Anche Salvini ha allora iniziato a guardare a Pontida (“il compito di decidere la scaletta tocca a lui” anticipa Belotti). L’evento sta già mobilitando 200 attivisti, si affittano le tensostrutture e si guarda indietro per guardare avanti: “Potrebbe essere, per spirito, simile alla Pontida del 1995. Era un momento drammatico” ricorda Belotti, ma poi riflette e precisa che “no, ancora più drammatico fu la Pontida del 2017 quando tre giorni prima scattò il sequestro dei conti della Lega”. Riuscirono a organizzarla ugualmente rimandando i pagamenti ai fornitori (“che poi abbiamo onorato”).

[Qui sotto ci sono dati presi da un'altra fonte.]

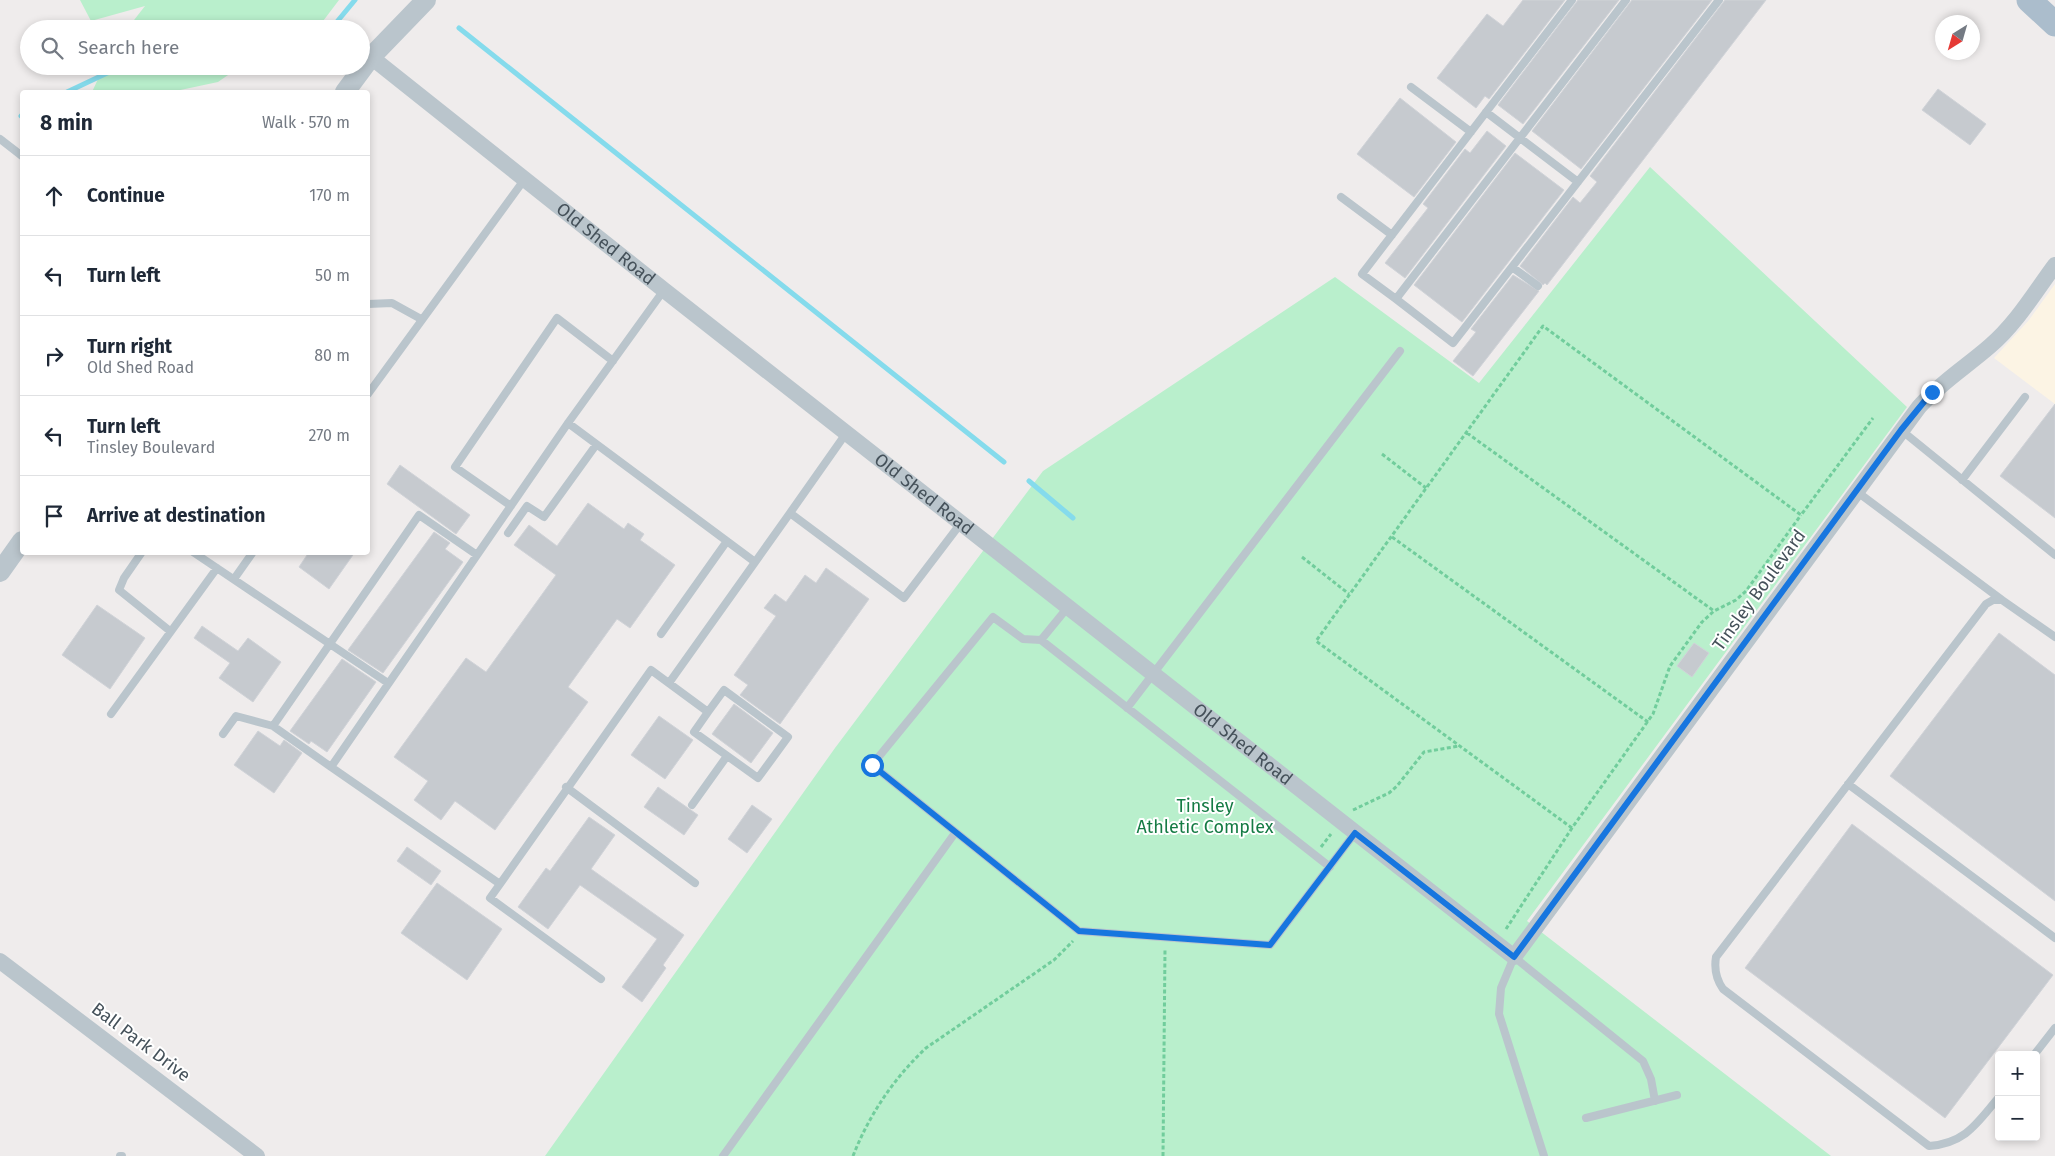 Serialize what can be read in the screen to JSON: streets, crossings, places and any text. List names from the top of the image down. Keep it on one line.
{"streets":{"street":["Old Shed Road","Tinsley Boulevard","Ball Park Drive"]},"crossings":[["Old Shed Road","Tinsley Boulevard"]],"parks":["Tinsley Athletic Complex"],"north":"bottom left","page":{"search":"Search here","heading":["8 min","Walk · 570 m"],"list":[["Continue","170 m"],["Turn left","50 m"],["Turn right","Old Shed Road","80 m"],["Turn left","Tinsley Boulevard","270 m"],"Arrive at destination"],"map_buttons":["+","−"]}}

Nelle intenzioni della Lega, a Pontida, si dovrebbe capovolgere la sorte e da assediati tornare barbari.
Dopo Pontida seguirà quella che chiamano una “gazebata”, la domenica successiva, in tutta Italia in vista dell’appuntamento di Roma del 19 ottobre.
Salvini non è caduto nell’errore, almeno per il momento, di chiamarla “marcia” dopo essere inciampato nei “pieni poteri”. Sarà una giornata “per esprimere compostamente la nostra voglia di contare” ha detto Salvini, ma anche per manifestare contro chi “ci ha fregato”, aggiunge Belotti, che non è un quadrumviro, ma senza dubbio un militante del secolo scorso e per questa ragione “l’appoggio al segretario è totale. Indiscutibile”. Nella Lega la caduta di Salvini precede solo l’Elevazione.